Highly educated people tend to be less religious than people with little education. A poll of those distinguished scientists who are members of The National Academy of Sciences disclosed that 93% are atheists or agnostics.
            The anthropologist Scott Atran says: “In Britain and the United States, the highest measures of religious commitment and the most radical forms of religious affiliation (Pentecostal, Baptist, Jehovah’s Witnesses, Seventh-Day Adventists etc.) are registered among the most marginal or underprivileged social groups, especially minorities and persons at the bottom of the socioeconomic totem pole.”
            When you look at it from the point of view of very poor people the world over, belief in God has a rational basis. We are all born with a natural inclination to assume that everything in the world should make sense. Very poor people cannot accept that their lives of want, hunger, crime, infirmity, discrimination, and disrespect, are all there is or will ever be for them. They believe that life should be fair, and that there must be something to balance their hardships.  If you wander in the worst ghettos of American cities, or the teeming, indigent barrios of Latin American cities, or the fetid warrens of India’s slums, you will find people with nothing in the way of material goods, but a great deal of hope for a better life after death.
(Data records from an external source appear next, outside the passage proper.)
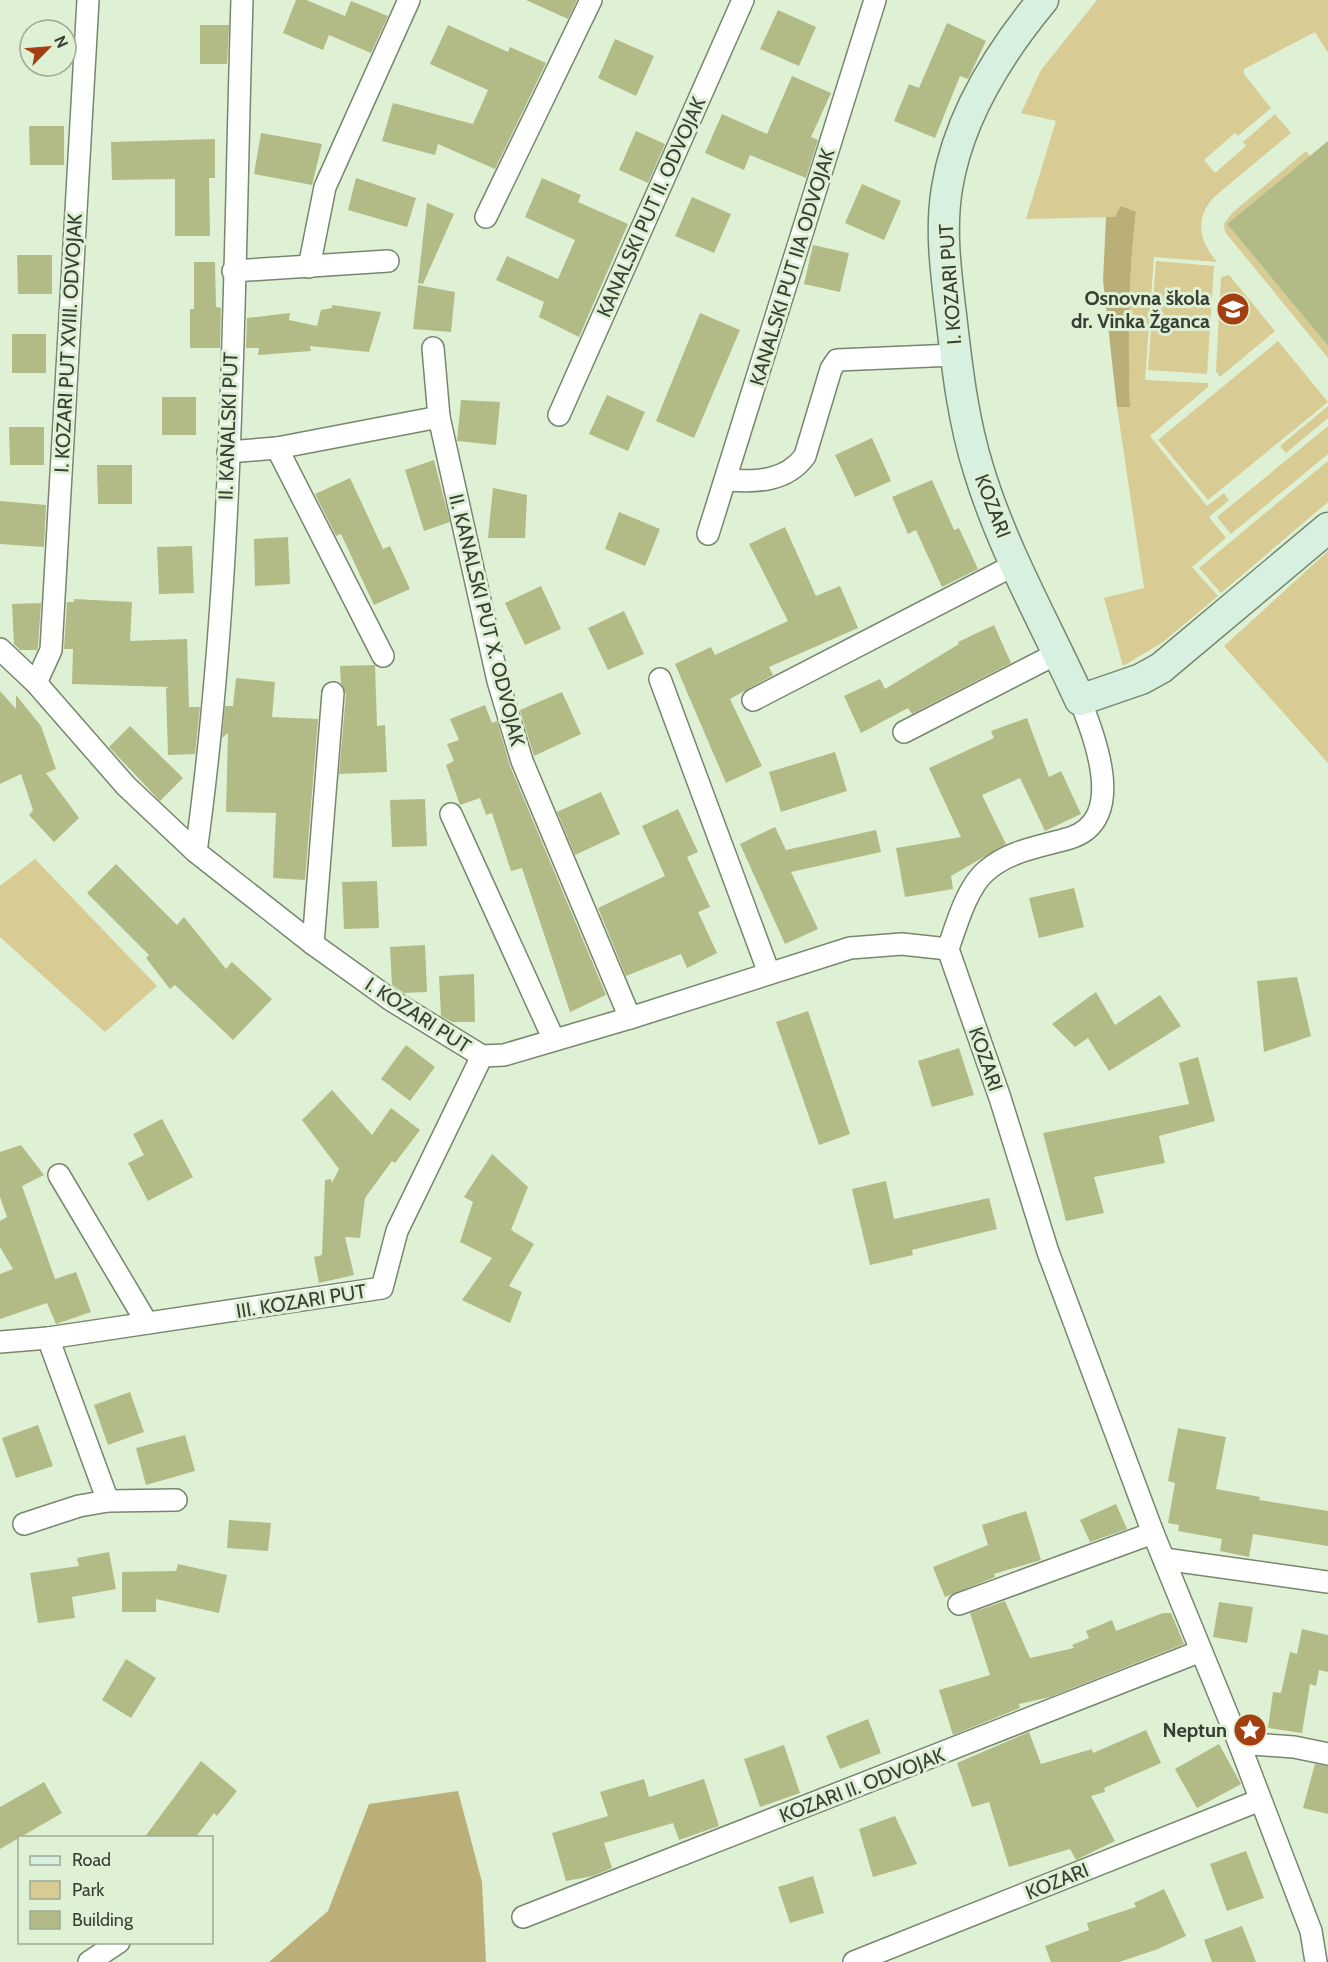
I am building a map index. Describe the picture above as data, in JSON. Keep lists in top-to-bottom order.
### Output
{
  "streets": {
    "street": [
      "KANALSKI PUT II. ODVOJAK",
      "KANALSKI PUT IIA ODVOJAK",
      "I. KOZARI PUT",
      "I. KOZARI PUT XVIII. ODVOJAK",
      "II. KANALSKI PUT",
      "KOZARI",
      "II. KANALSKI PUT X. ODVOJAK",
      "III. KOZARI PUT",
      "KOZARI II. ODVOJAK"
    ]
  },
  "crossings": [
    ["I. KOZARI PUT", "I. KOZARI PUT XVIII. ODVOJAK"],
    ["I. KOZARI PUT", "II. KANALSKI PUT"],
    ["I. KOZARI PUT", "KOZARI"],
    ["I. KOZARI PUT", "II. KANALSKI PUT X. ODVOJAK"],
    ["I. KOZARI PUT", "III. KOZARI PUT"],
    ["KOZARI", "KOZARI II. ODVOJAK"]
  ],
  "places": {
    "school or university": ["Osnovna škola dr. Vinka Žganca"],
    "place": ["Neptun"]
  },
  "legend": ["Road", "Park", "Building"],
  "north": "top right"
}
They need to believe that somehow in the afterlife God will level the playing field and that they are not condemned for all eternity to being poor, backward, inferior, or ignorant. They need to believe that in eternal life there will be no aristocrats and peasants, no intellectuals and simple minds. The poor of America need to believe that in the afterlife they will have everything they want and will get as much respect as if they were millionaires. The poor of the arid deserts of Arabia need to believe that in the afterlife there will be cool rivers flowing through green pastures with plentiful flowers and fruit.
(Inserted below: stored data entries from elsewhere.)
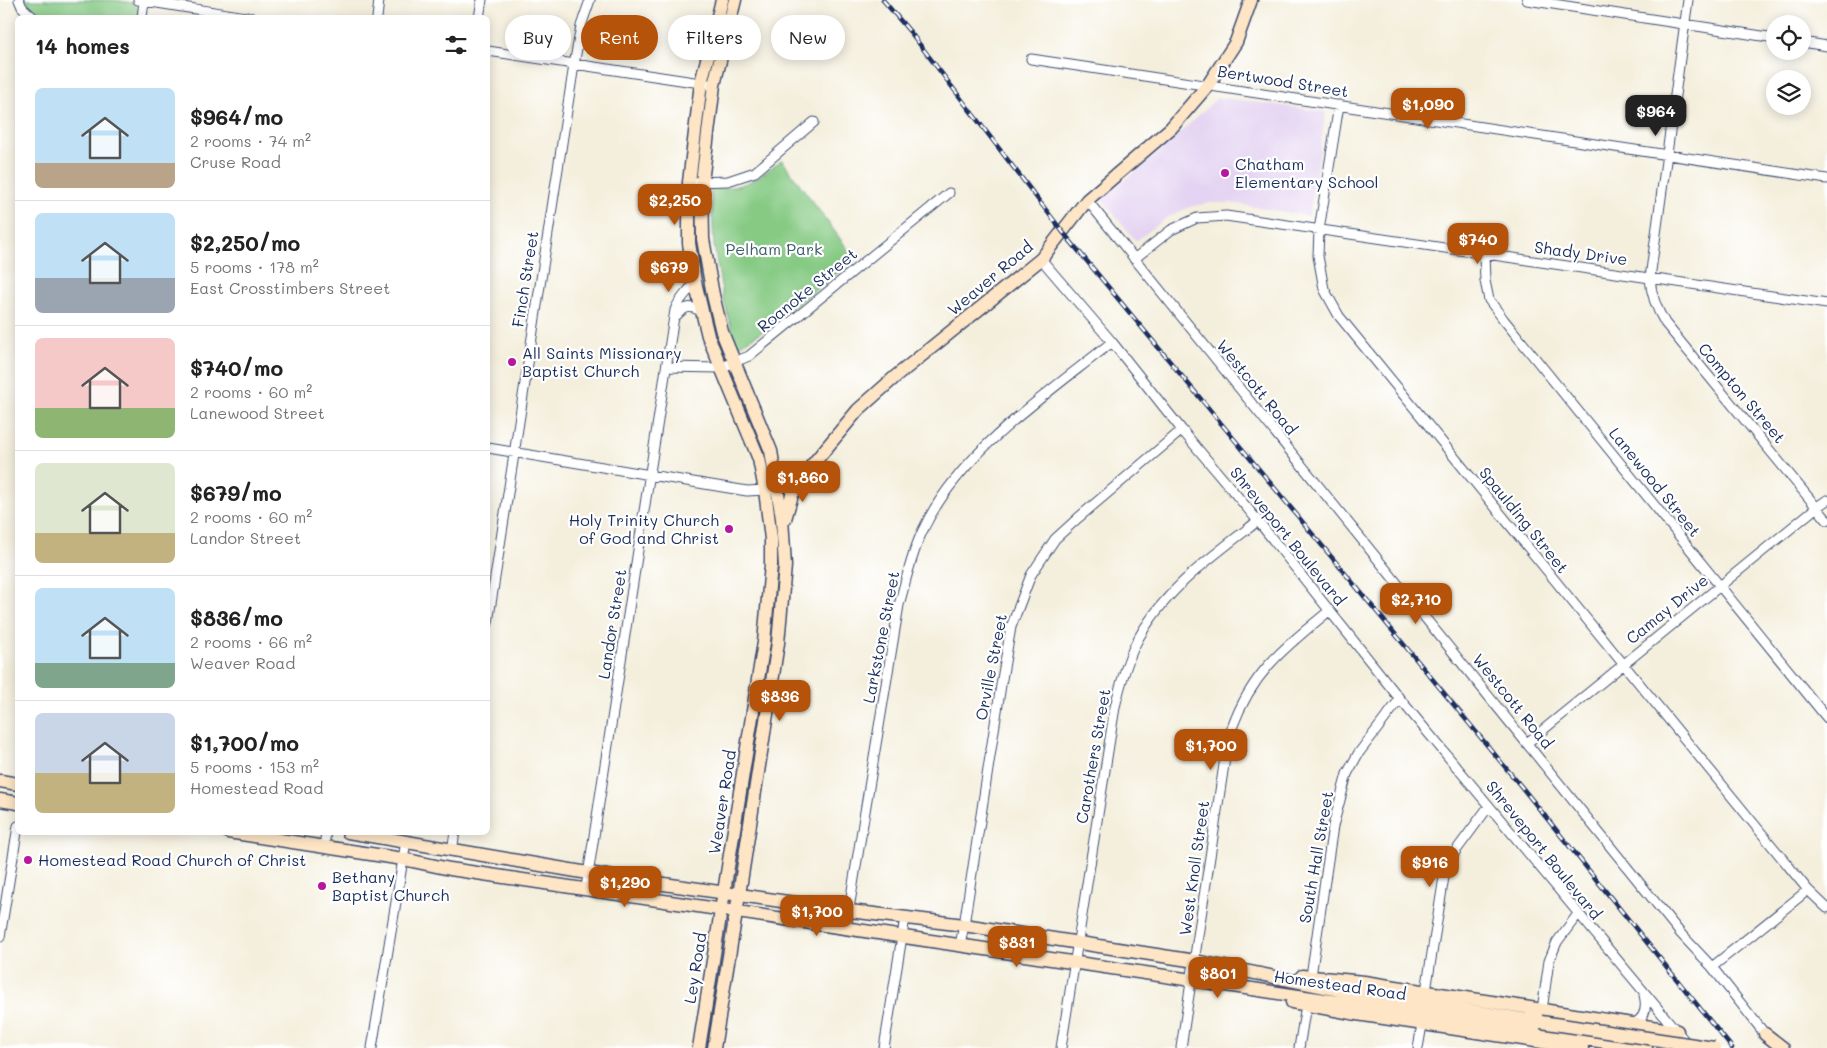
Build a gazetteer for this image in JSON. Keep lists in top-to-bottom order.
{
  "streets": {
    "main road": ["Weaver Road", "Ley Road", "Homestead Road"],
    "street": [
      "Bertwood Street",
      "Shady Drive",
      "Finch Street",
      "Roanoke Street",
      "Westcott Road",
      "Compton Street",
      "Lanewood Street",
      "Spaulding Street",
      "Shreveport Boulevard",
      "Camay Drive",
      "Landor Street",
      "Larkstone Street",
      "Orville Street",
      "Carothers Street",
      "South Hall Street",
      "West Knoll Street"
    ]
  },
  "crossings": [
    ["Bertwood Street", "Weaver Road"],
    ["Bertwood Street", "Compton Street"],
    ["Bertwood Street", "Spaulding Street"],
    ["Shady Drive", "Westcott Road"],
    ["Shady Drive", "Compton Street"],
    ["Shady Drive", "Lanewood Street"],
    ["Shady Drive", "Spaulding Street"],
    ["Weaver Road", "Westcott Road"],
    ["Weaver Road", "Shreveport Boulevard"],
    ["Weaver Road", "Ley Road"],
    ["Weaver Road", "Homestead Road"],
    ["Roanoke Street", "Landor Street"],
    ["Westcott Road", "Camay Drive"],
    ["Compton Street", "Camay Drive"],
    ["Lanewood Street", "Camay Drive"],
    ["Spaulding Street", "Camay Drive"],
    ["Shreveport Boulevard", "Larkstone Street"],
    ["Shreveport Boulevard", "Orville Street"],
    ["Shreveport Boulevard", "Carothers Street"],
    ["Shreveport Boulevard", "South Hall Street"],
    ["Shreveport Boulevard", "West Knoll Street"],
    ["Landor Street", "Homestead Road"],
    ["Larkstone Street", "Homestead Road"],
    ["Orville Street", "Homestead Road"],
    ["Carothers Street", "Homestead Road"],
    ["West Knoll Street", "Homestead Road"],
    ["Ley Road", "Homestead Road"]
  ],
  "parks": ["Pelham Park"],
  "places": [
    "Chatham Elementary School",
    "All Saints Missionary Baptist Church",
    "Holy Trinity Church of God and Christ",
    "Homestead Road Church of Christ",
    "Bethany Baptist Church"
  ],
  "page": {
    "chip": [
      "Buy",
      "Rent",
      "Filters",
      "New"
    ],
    "heading": "14 homes",
    "list": [
      {
        "name": "$964/mo",
        "note": "2 rooms · 74 m² · Cruse Road"
      },
      {
        "name": "$2,250/mo",
        "note": "5 rooms · 178 m² · East Crosstimbers Street"
      },
      {
        "name": "$740/mo",
        "note": "2 rooms · 60 m² · Lanewood Street"
      },
      {
        "name": "$679/mo",
        "note": "2 rooms · 60 m² · Landor Street"
      },
      {
        "name": "$836/mo",
        "note": "2 rooms · 66 m² · Weaver Road"
      },
      {
        "name": "$1,700/mo",
        "note": "5 rooms · 153 m² · Homestead Road"
      }
    ],
    "price": [
      "$1,090",
      "$964",
      "$2,250",
      "$740",
      "$679",
      "$1,860",
      "$2,710",
      "$836",
      "$1,700",
      "$916",
      "$1,290",
      "$1,700",
      "$831",
      "$801"
    ]
  }
}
            Religion is not nearly as important to middle and upper class Americans as it is for the poor. For many of the comfortable and educated, there is considerable doubt and lax adherence to required church-going expectations. I have known many middle class people who say that they believe in God but who go to church only once or twice a year. I have found that of those middle and upper class people who are deeply religious, many tend to be less educated or intelligent than others. The more educated and intelligent one is, the more such a person has a curious mind. People with great curiosity tend to be more skeptical. People with great skepticism are more likely to be atheists.

Sunday, July 27, 2014

PUTIN AND UKRAINE

      It was distressing and scary to see Russian military forces move into and take-over the Crimea in southern Ukraine. It is even more distressing and depressing to see American conservatives blaming our president for these dangerous events and showing admiration for Vladimir Putin, the man behind this aggression.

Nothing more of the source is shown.